## WHAT TO DO
Your task is to print all of the data below exactly, with no pictures included.

## PROVIDED ENTRIES
══════════════════════════════

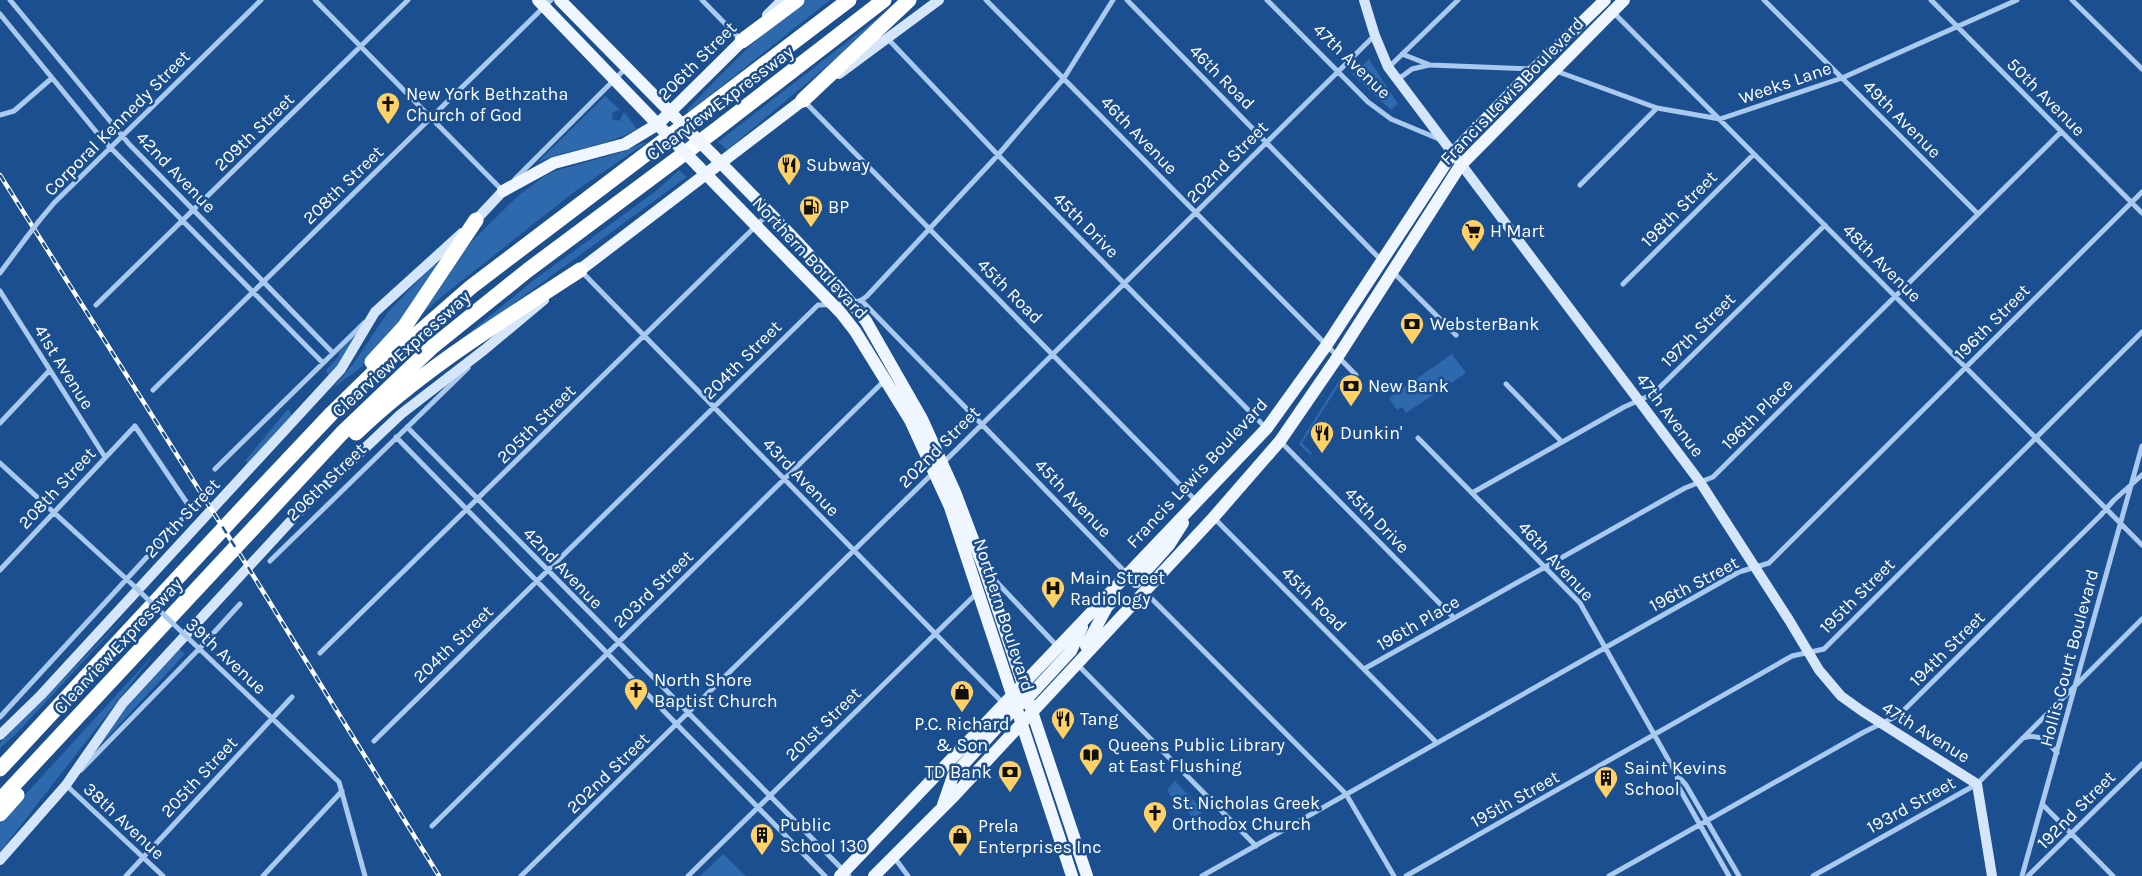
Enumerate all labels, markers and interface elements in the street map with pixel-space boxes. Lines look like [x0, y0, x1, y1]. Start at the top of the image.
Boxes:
street label: Francis Lewis Boulevard [1436, 12, 1588, 170]
street label: 206th Street [653, 17, 741, 105]
street label: 47th Avenue [1309, 18, 1395, 104]
street label: Clearview Expressway [642, 40, 798, 166]
street label: 46th Road [1185, 40, 1259, 114]
street label: Corporal Kennedy Street [39, 45, 195, 201]
street label: 50th Avenue [2002, 53, 2090, 141]
street label: Weeks Lane [1736, 57, 1834, 109]
street label: 49th Avenue [1858, 75, 1946, 163]
place label: New York Bethzatha Church of God [406, 83, 568, 126]
street label: 209th Street [209, 88, 299, 176]
church icon: New York Bethzatha Church of God [375, 91, 401, 125]
street label: 46th Avenue [1096, 91, 1182, 179]
street label: 202nd Street [1181, 116, 1273, 208]
street label: 42nd Avenue [131, 126, 221, 218]
street label: 208th Street [298, 141, 388, 229]
restaurant icon: Subway [776, 152, 802, 186]
place label: Subway [806, 154, 870, 176]
street label: 198th Street [1636, 166, 1722, 252]
street label: 45th Drive [1048, 187, 1124, 263]
street label: Northern Boulevard [748, 192, 872, 324]
fuel station icon: BP [798, 194, 824, 228]
place label: BP [828, 196, 849, 218]
supermarket icon: H Mart [1460, 218, 1486, 252]
street label: 48th Avenue [1838, 219, 1926, 307]
place label: H Mart [1490, 220, 1545, 242]
street label: 45th Road [973, 254, 1047, 328]
street label: 196th Street [1950, 279, 2035, 364]
street label: Clearview Expressway [327, 286, 475, 422]
street label: 197th Street [1656, 288, 1740, 372]
bank icon: WebsterBank [1399, 311, 1425, 345]
place label: WebsterBank [1430, 313, 1540, 335]
street label: 204th Street [698, 316, 786, 404]
street label: 41st Avenue [29, 321, 99, 413]
street label: 47th Avenue [1631, 369, 1709, 461]
bank icon: New Bank [1338, 373, 1364, 407]
street label: 196th Place [1717, 374, 1797, 454]
place label: New Bank [1368, 375, 1449, 397]
street label: 205th Street [492, 380, 580, 468]
street label: Francis Lewis Boulevard [1122, 393, 1272, 553]
street label: 202nd Street [893, 401, 985, 493]
restaurant icon: Dunkin' [1309, 420, 1335, 454]
place label: Dunkin' [1340, 422, 1402, 444]
street label: 43rd Avenue [758, 433, 844, 521]
street label: 206th Street [281, 438, 371, 526]
street label: 208th Street [14, 442, 100, 533]
street label: 45th Avenue [1030, 454, 1116, 542]
street label: 207th Street [140, 473, 225, 562]
street label: 45th Drive [1340, 482, 1414, 558]
street label: 46th Avenue [1513, 516, 1599, 606]
street label: 42nd Avenue [518, 522, 608, 614]
street label: Northern Boulevard [969, 536, 1039, 694]
street label: 203rd Street [608, 545, 698, 633]
street label: 196th Street [1646, 551, 1743, 617]
street label: 195th Street [1815, 553, 1900, 638]
street label: 45th Road [1277, 562, 1351, 636]
place label: Main Street Radiology [1070, 567, 1165, 610]
street label: Hollis Court Boulevard [2035, 567, 2103, 749]
street label: Clearview Expressway [49, 573, 187, 719]
hospital icon: Main Street Radiology [1040, 575, 1066, 609]
street label: 196th Place [1373, 590, 1463, 656]
street label: 204th Street [408, 600, 498, 688]
street label: 194th Street [1905, 606, 1990, 691]
street label: 39th Avenue [181, 613, 271, 699]
place label: North Shore Baptist Church [654, 669, 778, 712]
church icon: North Shore Baptist Church [623, 677, 649, 711]
shop icon: P.C. Richard & Son [949, 679, 975, 713]
street label: 201st Street [780, 682, 866, 766]
street label: 47th Avenue [1878, 696, 1974, 768]
restaurant icon: Tang [1050, 706, 1076, 740]
place label: Tang [1080, 708, 1118, 730]
place label: P.C. Richard & Son [914, 713, 1010, 756]
street label: 202nd Street [562, 728, 654, 818]
street label: 205th Street [156, 732, 242, 822]
place label: Queens Public Library at East Flushing [1108, 734, 1286, 777]
library icon: Queens Public Library at East Flushing [1078, 742, 1104, 776]
place label: Saint Kevins School [1624, 757, 1727, 800]
bank icon: TD Bank [997, 759, 1023, 793]
place label: TD Bank [925, 761, 992, 783]
building icon: Saint Kevins School [1593, 765, 1619, 799]
street label: 195th Street [1467, 766, 1563, 832]
street label: 192nd Street [2032, 766, 2120, 854]
street label: 193rd Street [1863, 772, 1959, 838]
street label: 38th Avenue [79, 778, 169, 864]
place label: St. Nicholas Greek Orthodox Church [1172, 792, 1320, 835]
church icon: St. Nicholas Greek Orthodox Church [1142, 800, 1168, 834]
place label: Public School 130 [780, 814, 867, 857]
place label: Prela Enterprises Inc [978, 815, 1102, 858]
building icon: Public School 130 [749, 822, 775, 856]
shop icon: Prela Enterprises Inc [947, 823, 973, 857]

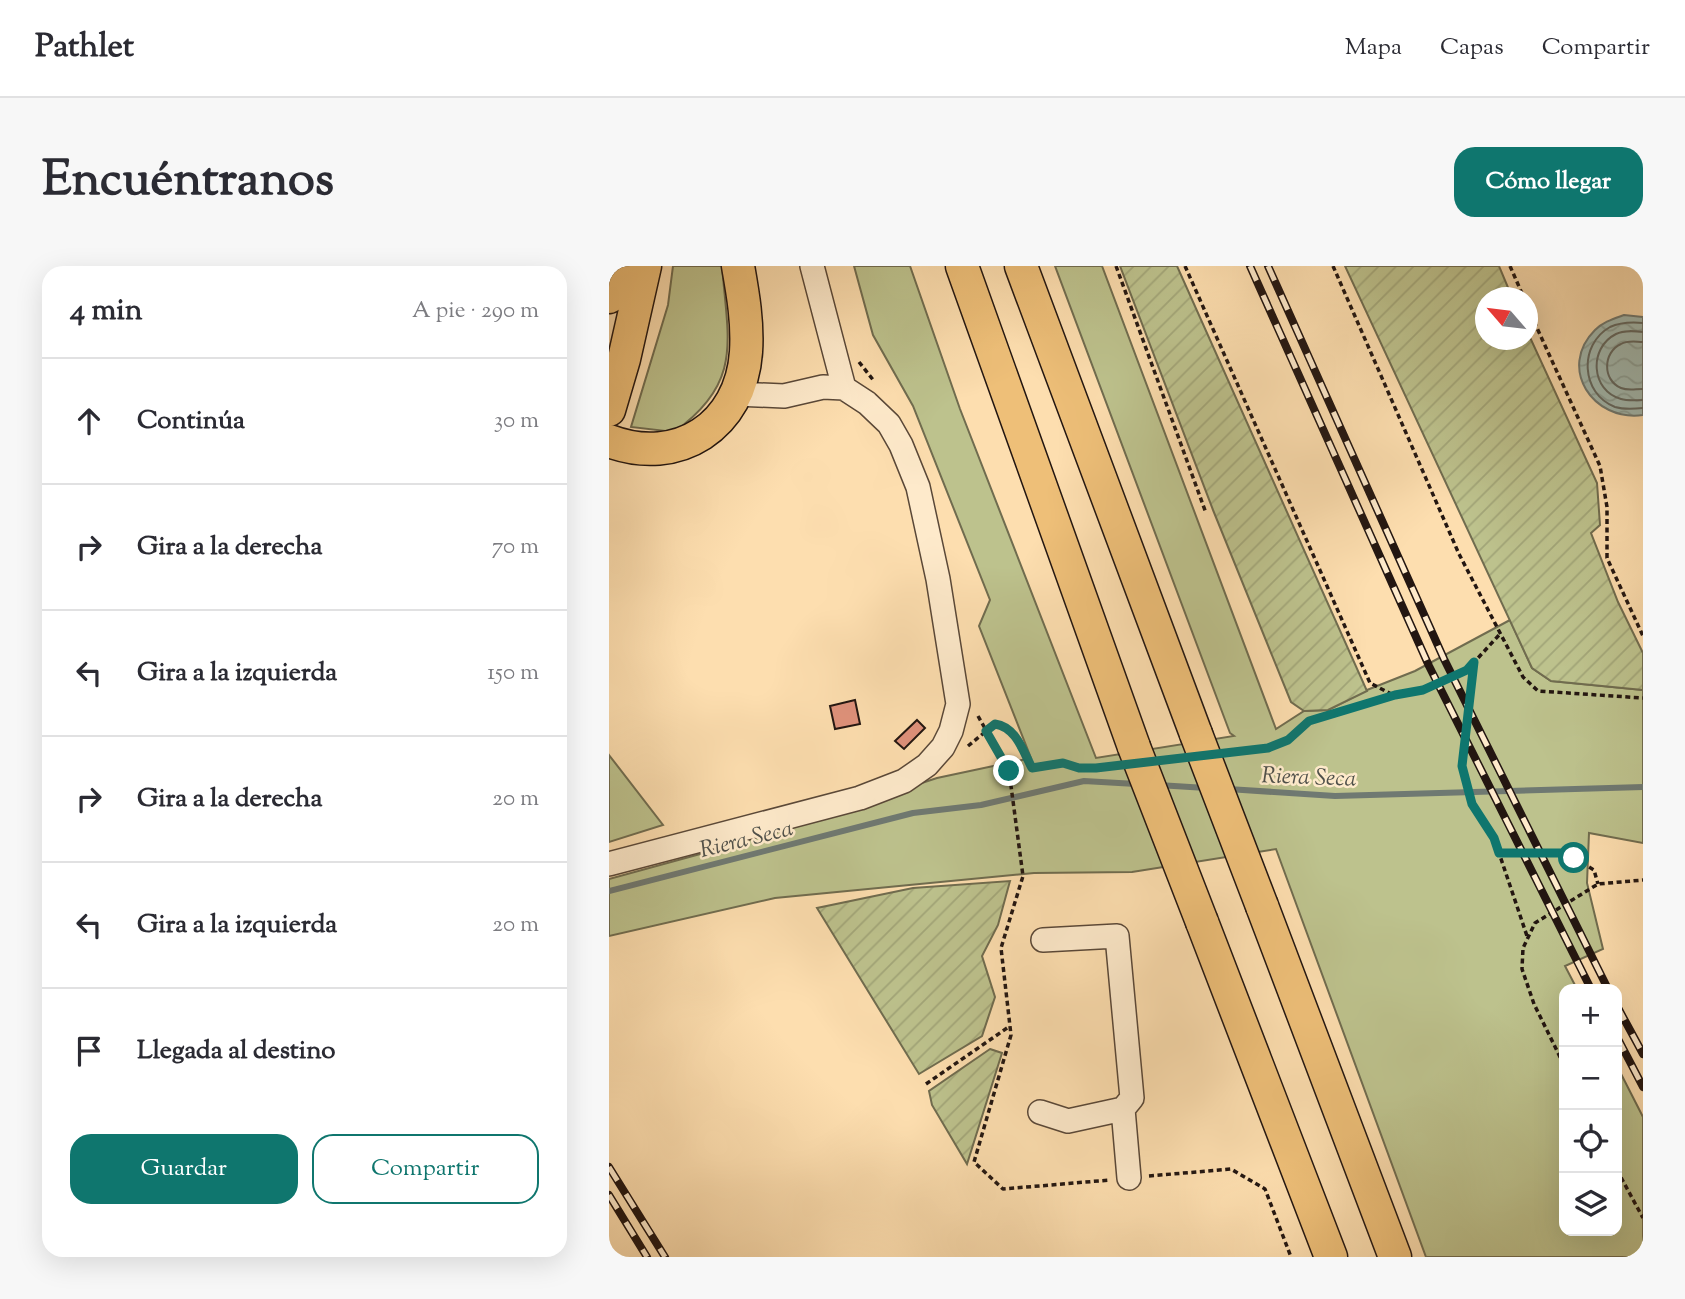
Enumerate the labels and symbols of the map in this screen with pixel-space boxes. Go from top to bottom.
north arrow [1475,287,1538,350]
route end [993,755,1024,786]
water label: Riera Seca [1261,760,1357,797]
water label: Riera Seca [697,813,797,868]
route start [1558,842,1589,873]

══════════════════════════════

## EXERCISE RESPONSE
Enumerate all labels, markers and interface elements in the street map with pixel-space boxes. Lines look like [x0, y0, x1, y1]. Start at the top of the image.
Boxes:
street label: Francis Lewis Boulevard [1436, 12, 1588, 170]
street label: 206th Street [653, 17, 741, 105]
street label: 47th Avenue [1309, 18, 1395, 104]
street label: Clearview Expressway [642, 40, 798, 166]
street label: 46th Road [1185, 40, 1259, 114]
street label: Corporal Kennedy Street [39, 45, 195, 201]
street label: 50th Avenue [2002, 53, 2090, 141]
street label: Weeks Lane [1736, 57, 1834, 109]
street label: 49th Avenue [1858, 75, 1946, 163]
place label: New York Bethzatha Church of God [406, 83, 568, 126]
street label: 209th Street [209, 88, 299, 176]
church icon: New York Bethzatha Church of God [375, 91, 401, 125]
street label: 46th Avenue [1096, 91, 1182, 179]
street label: 202nd Street [1181, 116, 1273, 208]
street label: 42nd Avenue [131, 126, 221, 218]
street label: 208th Street [298, 141, 388, 229]
restaurant icon: Subway [776, 152, 802, 186]
place label: Subway [806, 154, 870, 176]
street label: 198th Street [1636, 166, 1722, 252]
street label: 45th Drive [1048, 187, 1124, 263]
street label: Northern Boulevard [748, 192, 872, 324]
fuel station icon: BP [798, 194, 824, 228]
place label: BP [828, 196, 849, 218]
supermarket icon: H Mart [1460, 218, 1486, 252]
street label: 48th Avenue [1838, 219, 1926, 307]
place label: H Mart [1490, 220, 1545, 242]
street label: 45th Road [973, 254, 1047, 328]
street label: 196th Street [1950, 279, 2035, 364]
street label: Clearview Expressway [327, 286, 475, 422]
street label: 197th Street [1656, 288, 1740, 372]
bank icon: WebsterBank [1399, 311, 1425, 345]
place label: WebsterBank [1430, 313, 1540, 335]
street label: 204th Street [698, 316, 786, 404]
street label: 41st Avenue [29, 321, 99, 413]
street label: 47th Avenue [1631, 369, 1709, 461]
bank icon: New Bank [1338, 373, 1364, 407]
street label: 196th Place [1717, 374, 1797, 454]
place label: New Bank [1368, 375, 1449, 397]
street label: 205th Street [492, 380, 580, 468]
street label: Francis Lewis Boulevard [1122, 393, 1272, 553]
street label: 202nd Street [893, 401, 985, 493]
restaurant icon: Dunkin' [1309, 420, 1335, 454]
place label: Dunkin' [1340, 422, 1402, 444]
street label: 43rd Avenue [758, 433, 844, 521]
street label: 206th Street [281, 438, 371, 526]
street label: 208th Street [14, 442, 100, 533]
street label: 45th Avenue [1030, 454, 1116, 542]
street label: 207th Street [140, 473, 225, 562]
street label: 45th Drive [1340, 482, 1414, 558]
street label: 46th Avenue [1513, 516, 1599, 606]
street label: 42nd Avenue [518, 522, 608, 614]
street label: Northern Boulevard [969, 536, 1039, 694]
street label: 203rd Street [608, 545, 698, 633]
street label: 196th Street [1646, 551, 1743, 617]
street label: 195th Street [1815, 553, 1900, 638]
street label: 45th Road [1277, 562, 1351, 636]
place label: Main Street Radiology [1070, 567, 1165, 610]
street label: Hollis Court Boulevard [2035, 567, 2103, 749]
street label: Clearview Expressway [49, 573, 187, 719]
hospital icon: Main Street Radiology [1040, 575, 1066, 609]
street label: 196th Place [1373, 590, 1463, 656]
street label: 204th Street [408, 600, 498, 688]
street label: 194th Street [1905, 606, 1990, 691]
street label: 39th Avenue [181, 613, 271, 699]
place label: North Shore Baptist Church [654, 669, 778, 712]
church icon: North Shore Baptist Church [623, 677, 649, 711]
shop icon: P.C. Richard & Son [949, 679, 975, 713]
street label: 201st Street [780, 682, 866, 766]
street label: 47th Avenue [1878, 696, 1974, 768]
restaurant icon: Tang [1050, 706, 1076, 740]
place label: Tang [1080, 708, 1118, 730]
place label: P.C. Richard & Son [914, 713, 1010, 756]
street label: 202nd Street [562, 728, 654, 818]
street label: 205th Street [156, 732, 242, 822]
place label: Queens Public Library at East Flushing [1108, 734, 1286, 777]
library icon: Queens Public Library at East Flushing [1078, 742, 1104, 776]
place label: Saint Kevins School [1624, 757, 1727, 800]
bank icon: TD Bank [997, 759, 1023, 793]
place label: TD Bank [925, 761, 992, 783]
building icon: Saint Kevins School [1593, 765, 1619, 799]
street label: 195th Street [1467, 766, 1563, 832]
street label: 192nd Street [2032, 766, 2120, 854]
street label: 193rd Street [1863, 772, 1959, 838]
street label: 38th Avenue [79, 778, 169, 864]
place label: St. Nicholas Greek Orthodox Church [1172, 792, 1320, 835]
church icon: St. Nicholas Greek Orthodox Church [1142, 800, 1168, 834]
place label: Public School 130 [780, 814, 867, 857]
place label: Prela Enterprises Inc [978, 815, 1102, 858]
building icon: Public School 130 [749, 822, 775, 856]
shop icon: Prela Enterprises Inc [947, 823, 973, 857]

Enumerate the labels and symbols of the map in this screen with pixel-space boxes. Go from top to bottom.
north arrow [1475,287,1538,350]
route end [993,755,1024,786]
water label: Riera Seca [1261,760,1357,797]
water label: Riera Seca [697,813,797,868]
route start [1558,842,1589,873]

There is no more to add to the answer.